Andrew, as at the end of October with just a little bit over 52,000 shares and the average price is right around $7.30. So, total cost through the end of October was just under $400,000.

Andrew Shapiro - Lawndale Capital Management

Okay. Well, there’s a lot of volume today so hopefully that will enable the company's pace of acquisition to expand because your daily volume limit should rise starting next week in addition to maybe there’s a block seller or two there you guys can hopefully find now that you’ve announced here in the market and you’ve actually executed on part of the buyback.

Cary Wood

Yeah, we’ve clearly been engaged as best we can and sought out block opportunities. You’ve mentioned it and I think most people are aware of it. There’s obviously a limitation on what this company can do when it comes to the buyback. There’s limitations on the start and the end of a buying period. There is an average volume that we can only exercise up against, and so there are certainly limitations that keep us from, as simple as it may sound, to go out and buy a full based volume. It’s just simply --

Andrew Shapiro - Lawndale Capital Management

Oh, no, strategically you’re limited to a small portion as the average daily volume so the average daily volume were to rise as today’s 105,000 share trading volume already would contribute to, then you’re in the market activities can be expanded each day. But there is a block trading exemption and I guess if someone has a block they want to blow out to someone sold that thing down today, for example, what should they do? They should contact the company? How do you want someone with a block stock they want to move out to approach you?

Greg Slome

Andrew, if anybody is interested I would recommend it they call me.

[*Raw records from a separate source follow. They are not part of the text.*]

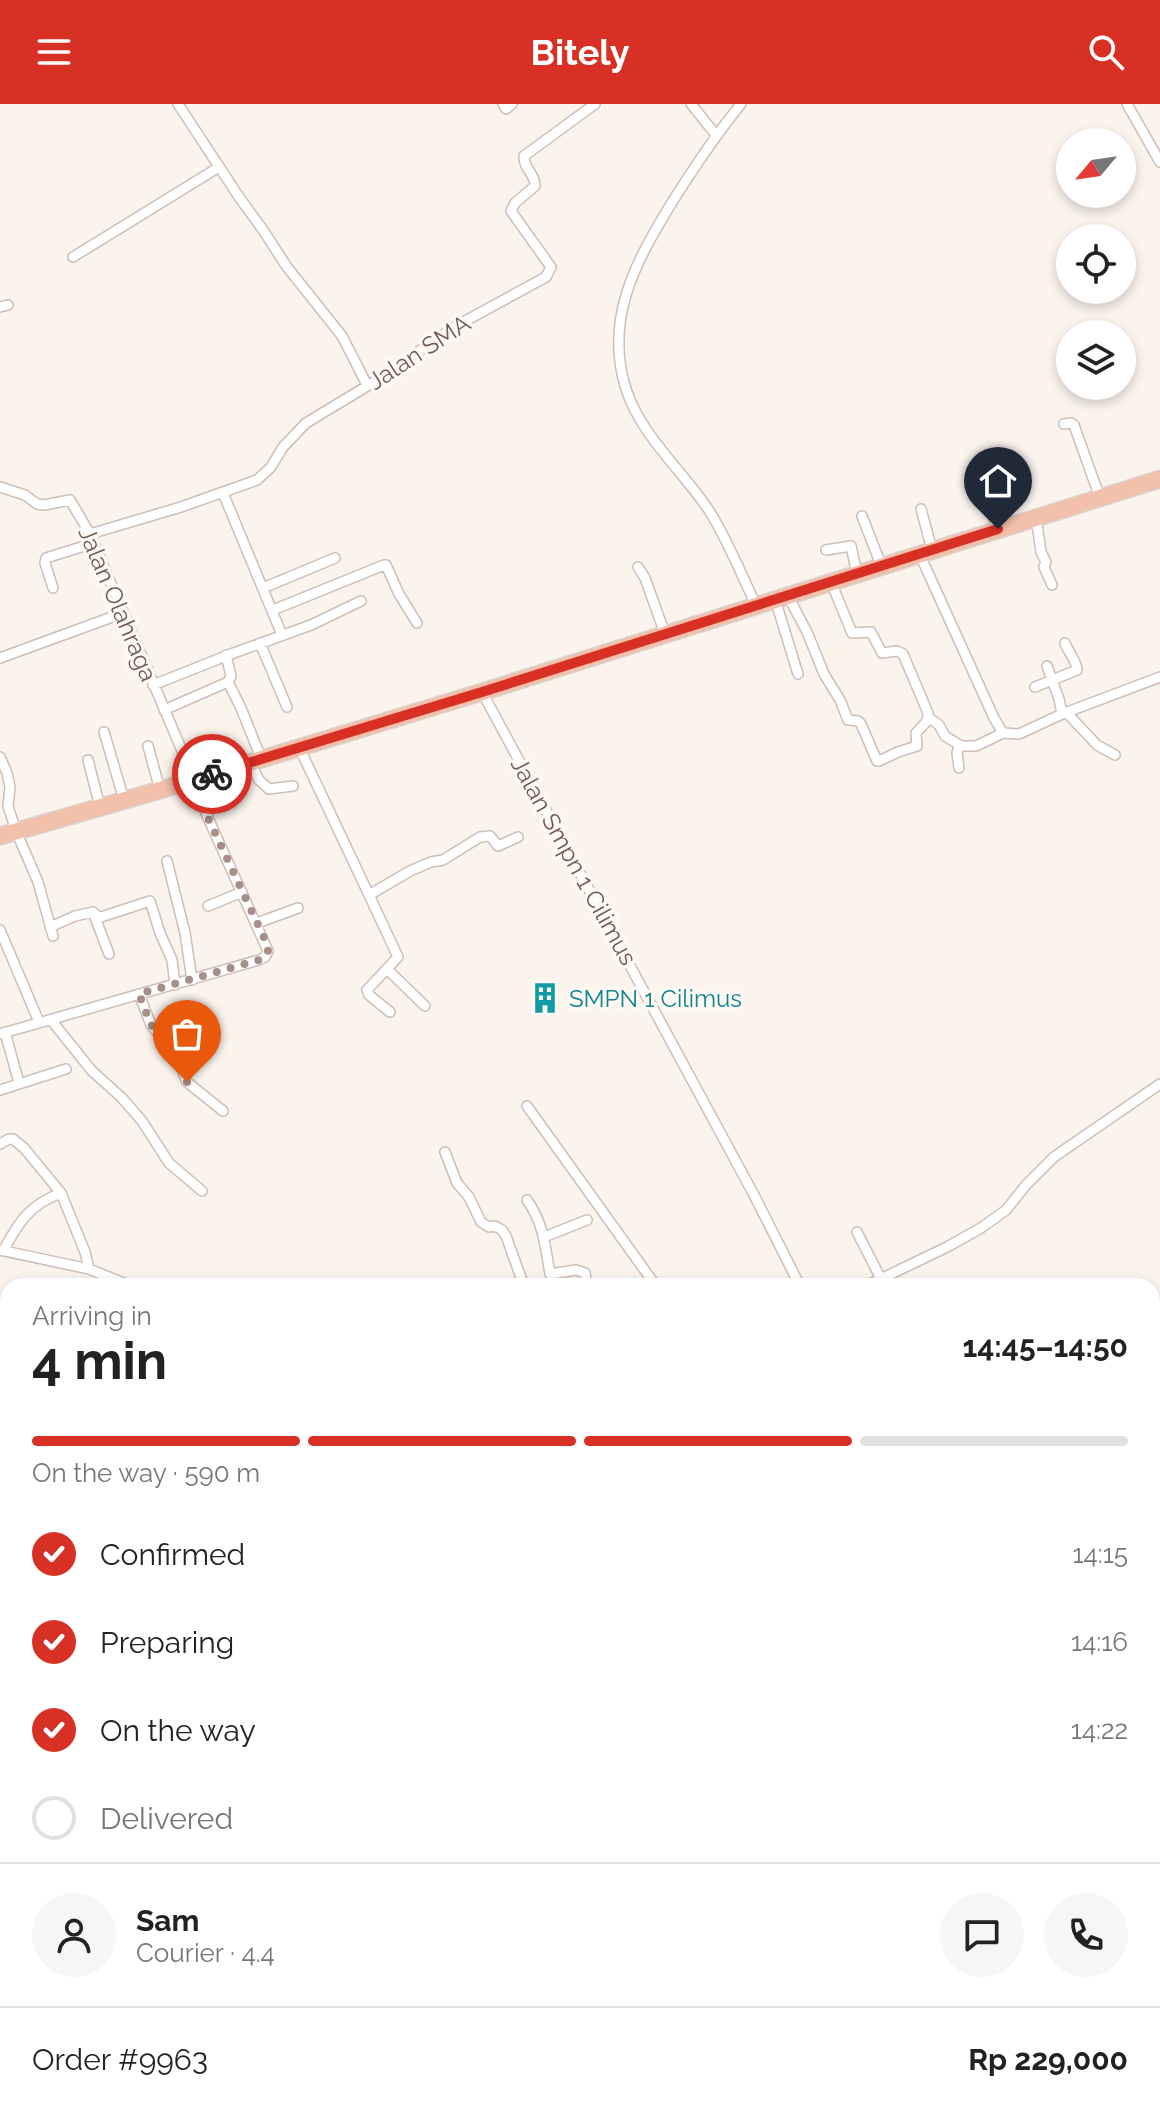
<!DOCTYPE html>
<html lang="en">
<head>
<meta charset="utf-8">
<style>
  :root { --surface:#fff; --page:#f6f6f6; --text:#222; --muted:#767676; --line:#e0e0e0; --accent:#d93025 }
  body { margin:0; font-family:Raleway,sans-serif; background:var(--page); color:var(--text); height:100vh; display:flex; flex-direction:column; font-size:30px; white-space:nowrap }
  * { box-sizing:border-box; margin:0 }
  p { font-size:26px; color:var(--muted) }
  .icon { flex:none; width:44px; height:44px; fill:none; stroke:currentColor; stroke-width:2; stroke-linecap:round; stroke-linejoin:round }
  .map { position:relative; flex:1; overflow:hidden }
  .panel { position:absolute; left:0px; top:1174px; width:1160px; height:848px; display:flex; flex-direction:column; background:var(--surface); border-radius:24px 24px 0 0; box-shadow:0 4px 12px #0003 }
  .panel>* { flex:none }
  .needle { width:52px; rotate:241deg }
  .buttons { position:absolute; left:1056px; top:24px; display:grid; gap:16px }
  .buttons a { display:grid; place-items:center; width:80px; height:80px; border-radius:50%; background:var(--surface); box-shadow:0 4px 12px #0003; font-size:40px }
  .pin { position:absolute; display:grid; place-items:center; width:68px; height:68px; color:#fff; margin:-82px -34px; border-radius:50% 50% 50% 0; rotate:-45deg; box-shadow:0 0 8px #0007 }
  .pin .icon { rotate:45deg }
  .courier { position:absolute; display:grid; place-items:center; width:80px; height:80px; margin:-40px; border:6px solid #d93025; border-radius:50%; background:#fff; color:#222; box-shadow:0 2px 10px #0007 }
  .headline em { font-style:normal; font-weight:700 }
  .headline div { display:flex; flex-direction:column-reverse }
  .headline { display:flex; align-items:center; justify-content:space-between; height:136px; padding:0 32px }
  h1 { font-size:52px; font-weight:700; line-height:60px }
  .bar { display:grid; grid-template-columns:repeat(4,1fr); gap:12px 8px; align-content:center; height:96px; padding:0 32px }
  .bar i { height:10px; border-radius:6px; background:var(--line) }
  .bar .current { background:var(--accent) }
  .bar p { grid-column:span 4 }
  .line { display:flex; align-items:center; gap:20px; padding:0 32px; border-top:2px solid var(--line) }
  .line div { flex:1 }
  .round { display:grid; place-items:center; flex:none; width:84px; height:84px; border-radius:42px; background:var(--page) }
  ol { padding:0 32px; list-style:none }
  li { display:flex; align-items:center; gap:24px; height:88px }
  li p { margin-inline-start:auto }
  li .icon { padding:8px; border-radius:50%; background:var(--accent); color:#fff; stroke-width:4 }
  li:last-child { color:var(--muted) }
  li i { width:44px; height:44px; border:4px solid var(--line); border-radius:50% }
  header { display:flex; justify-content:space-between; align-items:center; height:104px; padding:0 32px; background:var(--accent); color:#fff; font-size:36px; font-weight:700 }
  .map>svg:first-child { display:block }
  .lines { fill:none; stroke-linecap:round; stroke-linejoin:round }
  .minor-casing { stroke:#d0bdb5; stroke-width:12 }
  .trunk-casing { stroke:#d9d1ce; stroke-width:19 }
  .minor { stroke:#fff; stroke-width:9 }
  .trunk { stroke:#f2c0ab; stroke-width:16 }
  .done { stroke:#a58f88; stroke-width:8; stroke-dasharray:0 14.4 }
  .route { stroke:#d93025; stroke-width:10 }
  .labels { text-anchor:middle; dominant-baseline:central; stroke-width:7; stroke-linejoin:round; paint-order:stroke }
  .street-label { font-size:24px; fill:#765951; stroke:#fef8f3 }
  .culture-label { font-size:24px; fill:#0d838f; stroke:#fef8f3; text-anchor:start }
</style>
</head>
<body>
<header><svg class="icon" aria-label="menu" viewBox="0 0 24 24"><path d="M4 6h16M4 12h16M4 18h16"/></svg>Bitely<svg class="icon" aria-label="search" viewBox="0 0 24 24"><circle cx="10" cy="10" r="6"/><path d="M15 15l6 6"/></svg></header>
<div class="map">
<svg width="1160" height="2022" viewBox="0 0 1160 2022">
  <rect width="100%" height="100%" fill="#fbf4ed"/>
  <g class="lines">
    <defs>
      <path id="minor" d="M178,0L239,93L263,126L287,163L342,232L367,281
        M503,0L506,5L512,0
        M691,0L716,31
        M741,0C715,32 693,65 671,100C635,159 603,217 627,288C643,334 684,368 710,408C728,437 741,470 756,501
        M1127,0L1160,58
        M73,153L219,63
        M0,203L8,201
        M1064,320L1071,319L1074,321L1100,394
        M0,383L25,391L37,400L44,401L70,396L90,430L194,675L208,714L268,847L265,853L259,856L0,930
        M223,389L282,531
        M985,391L998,425
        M921,405L932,446
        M862,412L881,461
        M1036,413L1041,448L1046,458L1044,463L1052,481
        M90,430L181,403L257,376L271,363L283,343L306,319L374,278L456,222L546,173L551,163L511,107L515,99L535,82C536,71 523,64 524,52L595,0
        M826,446L851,442L857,470
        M920,451L994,614L1003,629L1019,630L1062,610L1160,573
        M638,463L645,474L665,530
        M53,484L45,459L46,454L94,439
        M263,484L335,454
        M788,492L807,528L824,570L840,596L848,616L858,617L861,620L877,657H879L898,648L917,642L916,629L927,617L928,609L903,550L897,547L882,549L871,528L852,529L831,478
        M775,495L798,570
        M273,506L384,461H386L399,490L417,519
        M260,539L287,603
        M226,551L231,572L228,578L241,604L261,654
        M0,554L123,509
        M1047,562L1059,595L1062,610
        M153,581L231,550L311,521L361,497
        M1035,583L1077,566C1077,557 1068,548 1065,539
        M482,588L754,1091L800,1182
        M164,606L228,578
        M1066,608L1097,641L1115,651
        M928,613L939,621L945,632L961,642
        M104,628L124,696
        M148,642L160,686
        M299,643L369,791
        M0,653L7,669L10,683L8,702L16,727L38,778L53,832
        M88,656L100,703
        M250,658L259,676L269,685L293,682
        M959,664L957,649L958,645L961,642H976L1003,629
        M167,757L185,829L192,876
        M208,802L242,788
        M93,808L109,850
        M257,819L298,804
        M50,823L75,812L93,808L97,812L101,813L150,797L160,829L172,856L175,881
        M0,826L39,918
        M387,865L425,902
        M139,890L151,921L158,929L166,928L168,930L187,978L223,1007
        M390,908L369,891L367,886L398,853L369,791L410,767L431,758L443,756L480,733L490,732L498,742L518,733
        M51,916L92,967L122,994L142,1017L169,1059L202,1087
        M5,928L19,979
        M166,928L182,921
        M0,986L66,965
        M527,1002L656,1182
        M0,1040L9,1035H13L24,1044L61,1089L85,1148L89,1165
        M445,1048L457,1079L469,1093L481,1118L489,1123L495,1122L502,1126L506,1132L524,1182
        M527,1096C544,1120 545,1142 550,1170L576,1166L585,1169L587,1182
        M857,1128L881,1175
        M544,1133L587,1116
        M0,1146L89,1165L131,1182
        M3,1147C19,1118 29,1101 61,1089
        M866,1182L947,1143L981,1124L1006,1106L1026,1081L1054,1053L1160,980
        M0,1456L8,1458
        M0,1609L3,1620L0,1639
        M1152,1617L1160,1616
        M1152,1653L1160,1657
        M0,1668L8,1682
        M1152,1735L1160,1748
        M0,1764L8,1771
        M120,2014V2022
        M725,2014L729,2022
        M987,2022L999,2014"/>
      <path id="trunk" d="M0,732L160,686L482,588L1160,375"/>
    </defs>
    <use href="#minor" class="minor-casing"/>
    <use href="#trunk" class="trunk-casing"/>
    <use href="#minor" class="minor"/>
    <use href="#trunk" class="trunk"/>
  </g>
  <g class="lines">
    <path class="done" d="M187,978L168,930L166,928L158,929L151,921L139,890L259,856L265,853L268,847L267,840L208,714L194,675L212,670"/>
    <path class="route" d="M212,670L482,588L998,425"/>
  </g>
  <defs>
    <symbol id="building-bare" viewBox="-9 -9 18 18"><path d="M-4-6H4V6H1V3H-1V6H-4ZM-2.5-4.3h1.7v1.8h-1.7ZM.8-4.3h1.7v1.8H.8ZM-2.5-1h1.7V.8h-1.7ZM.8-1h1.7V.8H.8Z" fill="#0f9aa8" stroke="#fef8f3" stroke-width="2.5" paint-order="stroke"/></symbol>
  </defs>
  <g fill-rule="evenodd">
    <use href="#building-bare" x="523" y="872" width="44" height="44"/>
  </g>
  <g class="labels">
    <g class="street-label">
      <text transform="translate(419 248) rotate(-33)">Jalan SMA</text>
      <text transform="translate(118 500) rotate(67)">Jalan Olahraga</text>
      <text transform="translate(574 757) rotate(61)">Jalan Smpn 1 Cilimus</text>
    </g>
    <g class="culture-label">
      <text x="569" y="894">SMPN 1 Cilimus</text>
    </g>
  </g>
</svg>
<div class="buttons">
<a><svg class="needle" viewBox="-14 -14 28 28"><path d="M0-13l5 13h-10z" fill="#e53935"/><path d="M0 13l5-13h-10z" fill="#767676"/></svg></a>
<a><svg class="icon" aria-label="locate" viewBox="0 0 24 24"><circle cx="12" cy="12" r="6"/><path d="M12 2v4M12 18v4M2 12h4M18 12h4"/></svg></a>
<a><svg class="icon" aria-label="layers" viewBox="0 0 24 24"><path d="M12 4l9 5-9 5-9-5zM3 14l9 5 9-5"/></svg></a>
</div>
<div class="pin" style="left:187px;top:978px;background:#ea580c"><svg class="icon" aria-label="bag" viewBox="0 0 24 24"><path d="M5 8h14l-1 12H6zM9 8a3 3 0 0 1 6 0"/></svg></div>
<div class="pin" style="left:998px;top:425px;background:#1f2937"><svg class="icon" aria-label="home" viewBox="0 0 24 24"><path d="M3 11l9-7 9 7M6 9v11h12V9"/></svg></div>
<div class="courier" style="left:212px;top:670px"><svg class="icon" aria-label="bike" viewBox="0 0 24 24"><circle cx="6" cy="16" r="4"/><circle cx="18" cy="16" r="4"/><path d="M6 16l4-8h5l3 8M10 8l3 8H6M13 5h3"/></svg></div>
<section class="panel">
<div class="headline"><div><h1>4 min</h1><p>Arriving in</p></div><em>14:45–14:50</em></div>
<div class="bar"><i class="current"></i><i class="current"></i><i class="current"></i><i></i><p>On the way · 590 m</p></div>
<ol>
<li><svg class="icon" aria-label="check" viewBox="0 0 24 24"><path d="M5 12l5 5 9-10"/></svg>Confirmed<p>14:15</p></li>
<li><svg class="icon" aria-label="check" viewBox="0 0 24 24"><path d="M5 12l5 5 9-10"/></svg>Preparing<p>14:16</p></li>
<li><svg class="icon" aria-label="check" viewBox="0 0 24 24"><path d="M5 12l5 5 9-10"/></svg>On the way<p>14:22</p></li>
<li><i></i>Delivered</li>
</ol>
<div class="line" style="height:144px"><a class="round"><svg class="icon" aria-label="person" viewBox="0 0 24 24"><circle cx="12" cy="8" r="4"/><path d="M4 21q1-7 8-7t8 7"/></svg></a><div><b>Sam</b><p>Courier · 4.4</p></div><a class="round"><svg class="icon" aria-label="chat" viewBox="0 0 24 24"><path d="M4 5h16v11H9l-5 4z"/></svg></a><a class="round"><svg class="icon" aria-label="phone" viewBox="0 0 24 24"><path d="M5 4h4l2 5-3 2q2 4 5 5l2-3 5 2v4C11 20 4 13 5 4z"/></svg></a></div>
<div class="line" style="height:104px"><div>Order #9963</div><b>Rp 229,000</b></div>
</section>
</div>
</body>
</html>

Andrew Shapiro - Lawndale Capital Management

Perfect. All right. Just wanted out there on the record so that you know you guys get a chance to, at these prices, acquire as much as you can.

Greg Slome

We appreciate that.

Mike Osborne

We like to thank all the participants in today’s call. Again today’s call including question-and-answer period has been recorded will be posted to our website on Investor Relations later on today. Thank you.

Operator

Ladies and gentlemen, that does conclude the conference call for today. We thank you for your participation and ask that you please disconnect your line.